Search code examples
arraylistcompressionhdf5h5pypytables

how to compress lists/nested lists in hdf5


I recently learned of the hdf5 compression and working with it. That it has some advantages over .npz/npy when working with gigantic files. I managed to try out a small list, since I do sometimes work with lists that have strings as follows;

def write():
    test_array = ['a1','a2','a1','a2','a1','a2', 'a1','a2', 'a1','a2','a1','a2','a1','a2', 'a1','a2', 'a1','a2','a1','a2','a1','a2', 'a1','a2']
    

    with  h5py.File('example_file.h5', 'w') as f:
        f.create_dataset('test3', data=repr(test_array), dtype='S', compression='gzip', compression_opts=9) 
        f.close()
    

However I got this error:

f.create_dataset('test3', data=repr(test_array), dtype='S', compression='gzip', compression_opts=9)
  File "/usr/local/lib/python3.6/dist-packages/h5py/_hl/group.py", line 136, in create_dataset
    dsid = dataset.make_new_dset(self, shape, dtype, data, **kwds)
  File "/usr/local/lib/python3.6/dist-packages/h5py/_hl/dataset.py", line 118, in make_new_dset
    tid = h5t.py_create(dtype, logical=1)
  File "h5py/h5t.pyx", line 1634, in h5py.h5t.py_create
  File "h5py/h5t.pyx", line 1656, in h5py.h5t.py_create
  File "h5py/h5t.pyx", line 1689, in h5py.h5t.py_create
  File "h5py/h5t.pyx", line 1508, in h5py.h5t._c_string
ValueError: Size must be positive (size must be positive)

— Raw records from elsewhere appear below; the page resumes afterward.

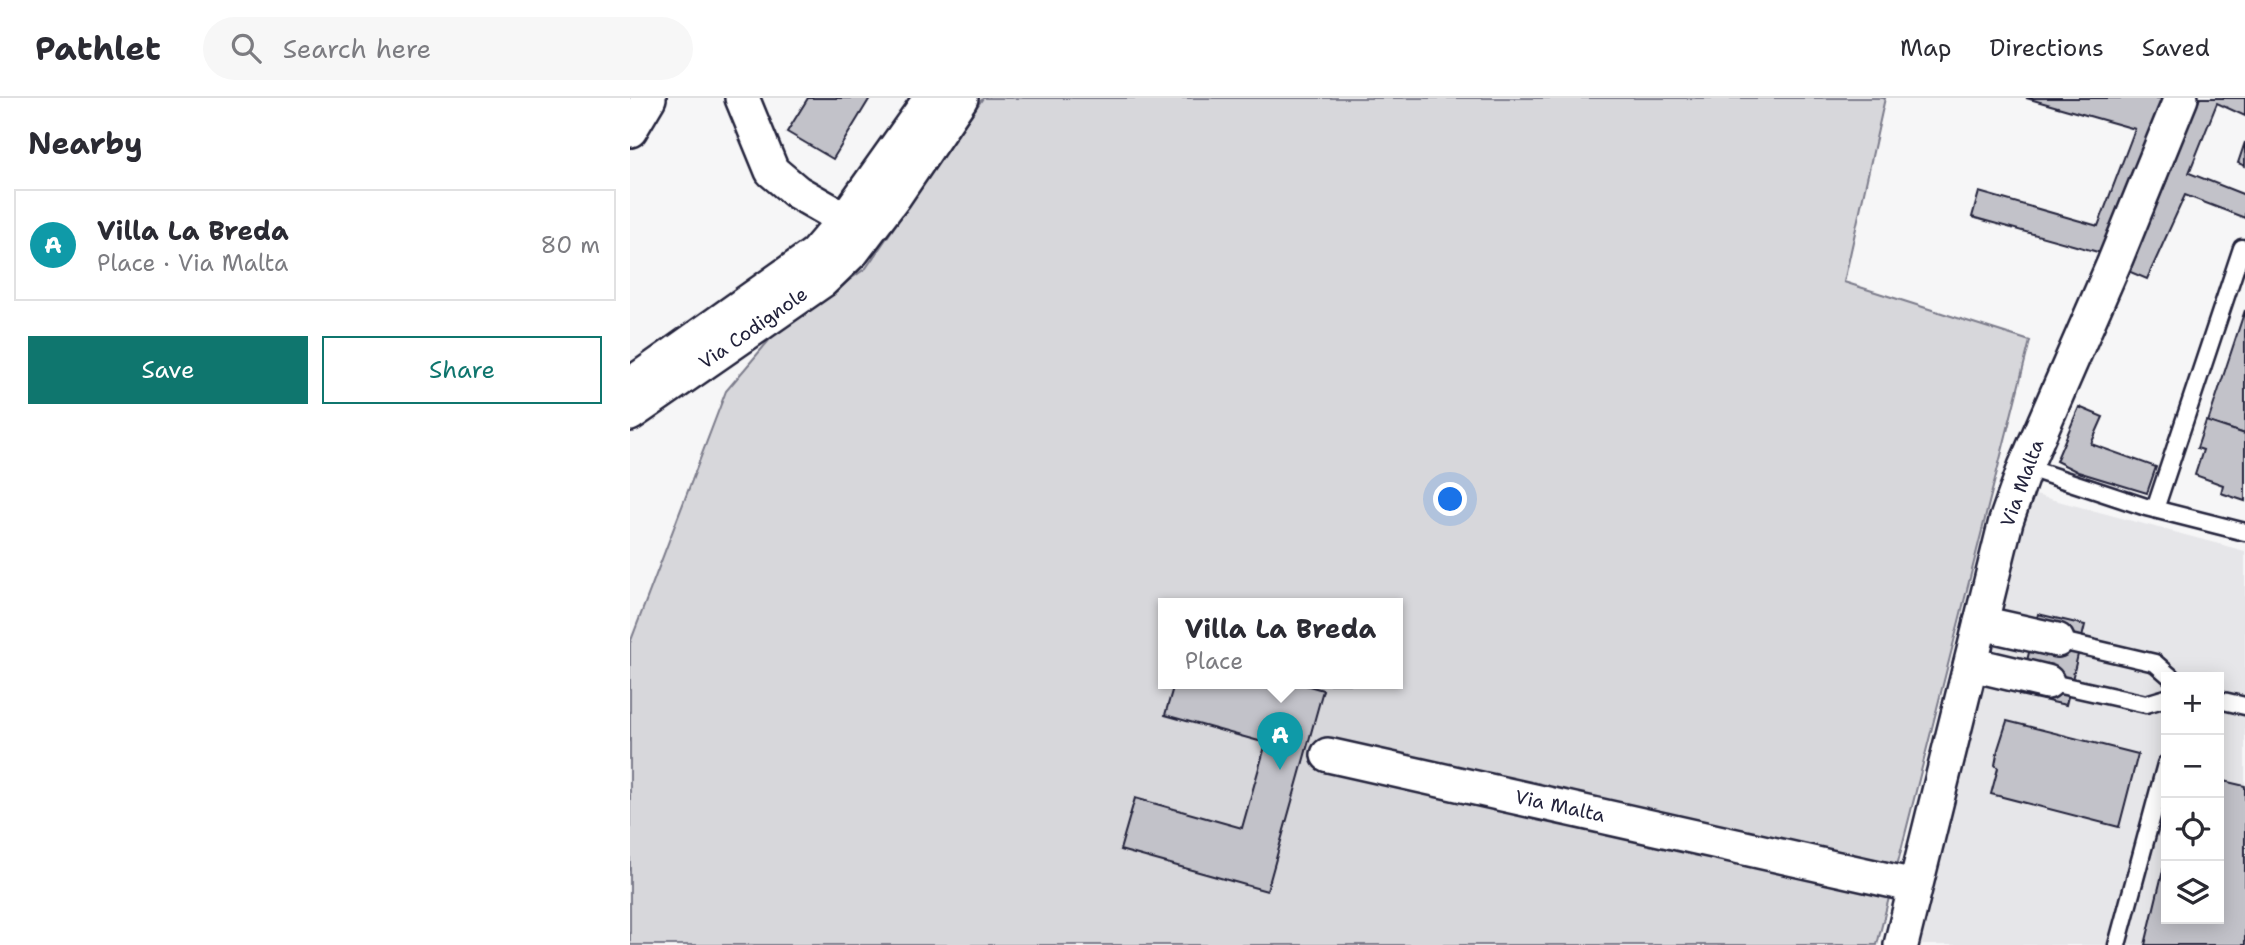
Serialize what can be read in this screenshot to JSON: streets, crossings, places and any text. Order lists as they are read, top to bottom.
{
  "streets": {
    "street": ["Via Codignole", "Via Malta"]
  },
  "page": {
    "header": "Pathlet",
    "search": "Search here",
    "nav": ["Map", "Directions", "Saved"],
    "heading": "Nearby",
    "list": [
      {
        "mark": "A",
        "name": "Villa La Breda",
        "note": "Place · Via Malta",
        "value": "80 m"
      }
    ],
    "buttons": ["Save", "Share"],
    "popup": ["Villa La Breda", "Place"],
    "map_buttons": ["+", "−"],
    "pins": "A"
  }
}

After searching for hours over the net on any better ways to do this, I couldn't get. Is there a better way to compress lists with H5?


Solution

  • This is a more general answer for Nested Lists where each nested list is a different length. It also works for the simpler case when the nested lists are equal length. There are 2 solutions: 1 with h5py and one with PyTables.

    h5py example
    h5py does not support ragged arrays, so you have to create a dataset based on the longest substring and add elements to the "short" substrings. You will get 'None' (or a substring) at each array position that doesn't have a corresponding value in the nested list. Take care with the dtype= entry. This shows how to find the longest string in the list (as slen=##) and uses it to create dtype='S##'

    import h5py
    import numpy as np
    
    test_list = [['a01','a02','a03','a04','a05','a06'], 
                 ['a11','a12','a13','a14','a15','a16','a17'], 
                 ['a21','a22','a23','a24','a25','a26','a27','a28']]
    
    # arrlen and test_array from answer to SO #10346336 - Option 3:
    # Ref: https://stackoverflow.com/a/26224619/10462884    
    slen = max(len(item) for sublist in test_list for item in sublist)
    arrlen = max(map(len, test_list))
    test_array = np.array([tl+[None]*(arrlen-len(tl)) for tl in test_list], dtype='S'+str(slen))
      
    with h5py.File('example_nested.h5', 'w') as f:
         f.create_dataset('test3', data=test_array, compression='gzip')
    

    PyTables example
    PyTables supports ragged 2-d arrays as VLArrays (variable length). This avoids the complication of adding 'None' values for "short" substrings. Also, you don't have to determine the array length in advance, as the number of rows is not defined when VLArray is created (rows are added after creation). Again, take care with the dtype= entry. This uses the same method as above.

    import tables as tb
    import numpy as np
    
    test_list = [['a01','a02','a03','a04','a05','a06'], 
                 ['a11','a12','a13','a14','a15','a16','a17'], 
                 ['a21','a22','a23','a24','a25','a26','a27','a28']]
       
    slen = max(len(item) for sublist in test_list for item in sublist)
    
    with tb.File('example_nested_tb.h5', 'w') as h5f:        
        vlarray = h5f.create_vlarray('/','vla_test', tb.StringAtom(slen) ) 
        for slist in test_list:
            arr = np.array(slist,dtype='S'+str(slen))
            vlarray.append(arr)
    
        print('-->', vlarray.name)
        for row in vlarray:
            print('%s[%d]--> %s' % (vlarray.name, vlarray.nrow, row))